For example, on Saturn, the effective temperature is approximately 95 K, compared to an equilibrium temperature of about 63 K. This corresponds to a ratio between power emitted and solar power received of ~2.4, indicating a significant internal energy source. Jupiter and Neptune have ratios of power emitted to solar power received of 2.5 and 2.7, respectively.

Close correlation between the effective temperature and equilibrium temperature of Uranus can be taken as evidence that processes producing an internal flux are negligible on Uranus compared to the other giant planets.

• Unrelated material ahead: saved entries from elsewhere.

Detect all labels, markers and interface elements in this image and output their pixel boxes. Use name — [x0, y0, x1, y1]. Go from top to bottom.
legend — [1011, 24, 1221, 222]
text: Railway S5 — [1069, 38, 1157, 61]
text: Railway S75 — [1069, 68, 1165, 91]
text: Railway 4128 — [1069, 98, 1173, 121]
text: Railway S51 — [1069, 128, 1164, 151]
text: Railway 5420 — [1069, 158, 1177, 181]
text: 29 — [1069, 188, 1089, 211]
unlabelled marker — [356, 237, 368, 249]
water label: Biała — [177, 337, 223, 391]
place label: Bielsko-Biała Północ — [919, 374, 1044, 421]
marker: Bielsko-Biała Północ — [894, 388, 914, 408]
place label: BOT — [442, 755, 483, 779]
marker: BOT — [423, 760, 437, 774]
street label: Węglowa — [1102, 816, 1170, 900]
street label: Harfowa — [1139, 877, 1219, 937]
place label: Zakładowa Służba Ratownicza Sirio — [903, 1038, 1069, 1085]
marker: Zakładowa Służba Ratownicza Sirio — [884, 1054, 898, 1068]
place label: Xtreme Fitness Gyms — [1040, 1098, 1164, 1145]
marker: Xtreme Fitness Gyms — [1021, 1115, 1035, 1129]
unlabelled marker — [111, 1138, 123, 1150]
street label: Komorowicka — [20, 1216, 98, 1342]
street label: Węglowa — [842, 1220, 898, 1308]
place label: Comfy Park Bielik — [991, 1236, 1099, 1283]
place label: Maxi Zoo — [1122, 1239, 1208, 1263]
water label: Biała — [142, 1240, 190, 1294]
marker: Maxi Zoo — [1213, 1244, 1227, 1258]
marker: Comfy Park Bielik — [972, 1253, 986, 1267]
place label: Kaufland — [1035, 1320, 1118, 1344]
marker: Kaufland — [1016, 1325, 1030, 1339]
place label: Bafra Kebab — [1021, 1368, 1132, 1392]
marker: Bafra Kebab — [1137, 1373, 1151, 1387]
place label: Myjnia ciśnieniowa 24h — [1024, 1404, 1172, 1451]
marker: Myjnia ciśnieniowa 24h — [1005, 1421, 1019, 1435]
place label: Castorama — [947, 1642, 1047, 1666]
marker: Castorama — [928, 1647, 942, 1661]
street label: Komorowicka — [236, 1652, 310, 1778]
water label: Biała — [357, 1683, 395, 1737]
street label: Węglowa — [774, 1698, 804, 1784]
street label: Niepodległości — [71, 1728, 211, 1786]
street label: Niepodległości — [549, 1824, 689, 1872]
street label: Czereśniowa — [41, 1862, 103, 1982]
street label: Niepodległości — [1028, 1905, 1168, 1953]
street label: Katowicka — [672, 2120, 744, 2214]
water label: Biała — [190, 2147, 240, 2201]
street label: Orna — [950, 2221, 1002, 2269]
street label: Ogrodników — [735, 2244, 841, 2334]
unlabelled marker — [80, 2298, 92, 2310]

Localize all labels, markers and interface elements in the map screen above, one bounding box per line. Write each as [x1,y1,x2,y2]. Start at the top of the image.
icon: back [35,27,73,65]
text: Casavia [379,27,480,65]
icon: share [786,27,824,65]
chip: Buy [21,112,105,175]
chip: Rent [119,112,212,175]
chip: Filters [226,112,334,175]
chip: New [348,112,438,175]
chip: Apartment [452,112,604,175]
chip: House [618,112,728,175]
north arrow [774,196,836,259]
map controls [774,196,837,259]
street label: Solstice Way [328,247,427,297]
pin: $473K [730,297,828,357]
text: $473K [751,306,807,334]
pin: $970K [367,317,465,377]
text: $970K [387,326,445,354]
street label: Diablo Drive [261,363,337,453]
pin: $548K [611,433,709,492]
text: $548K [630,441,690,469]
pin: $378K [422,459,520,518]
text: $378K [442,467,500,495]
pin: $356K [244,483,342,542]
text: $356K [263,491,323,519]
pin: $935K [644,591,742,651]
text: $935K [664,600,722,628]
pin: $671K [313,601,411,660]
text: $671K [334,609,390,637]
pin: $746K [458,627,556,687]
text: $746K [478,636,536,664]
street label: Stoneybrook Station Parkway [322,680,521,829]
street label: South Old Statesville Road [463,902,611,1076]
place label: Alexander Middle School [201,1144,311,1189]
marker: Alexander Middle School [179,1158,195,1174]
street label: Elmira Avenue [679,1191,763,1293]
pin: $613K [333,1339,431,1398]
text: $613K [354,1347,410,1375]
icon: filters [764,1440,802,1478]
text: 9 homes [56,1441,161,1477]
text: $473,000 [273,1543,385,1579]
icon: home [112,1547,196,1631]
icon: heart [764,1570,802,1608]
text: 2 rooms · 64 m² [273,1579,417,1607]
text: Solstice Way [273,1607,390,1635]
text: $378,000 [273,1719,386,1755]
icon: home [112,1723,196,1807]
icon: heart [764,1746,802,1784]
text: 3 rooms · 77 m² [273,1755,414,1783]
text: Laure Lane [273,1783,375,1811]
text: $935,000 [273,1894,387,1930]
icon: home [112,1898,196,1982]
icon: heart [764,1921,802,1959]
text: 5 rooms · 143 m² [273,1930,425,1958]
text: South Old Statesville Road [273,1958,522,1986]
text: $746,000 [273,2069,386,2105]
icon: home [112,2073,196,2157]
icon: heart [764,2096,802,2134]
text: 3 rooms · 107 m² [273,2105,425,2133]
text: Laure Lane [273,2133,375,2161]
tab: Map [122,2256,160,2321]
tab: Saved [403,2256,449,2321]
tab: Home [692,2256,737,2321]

Earth has insufficient geothermal heating to significantly affect its global temperature, with geothermal heating supplying only 0.03% of Earth's total energy budget.

==See also==
- Earth's energy budget
- Effective temperature
- Thermal equilibrium

==Sources==
- Fressin F, Torres G, Rowe JF, Charbonneau D, Rogers LA, Ballard S, Batalha NM, Borucki WJ, Bryson ST, Buchhave LA, Ciardi DR, Désert JM, Dressing CD, Fabrycky DC, Ford EB, Gautier TN 3rd, Henze CE, Holman MJ, Howard A, Howell SB, Jenkins JM, Koch DG, Latham DW, Lissauer JJ, Marcy GW, Quinn SN, Ragozzine D, Sasselov DD, Seager S, Barclay T, Mullally F, Seader SE, Still M, Twicken JD, Thompson SE, Uddin K (2012). "Two Earth-sized planets orbiting Kepler-20"
- Wallace, J.M. (2006). "Atmospheric Science. An Introductory Survey"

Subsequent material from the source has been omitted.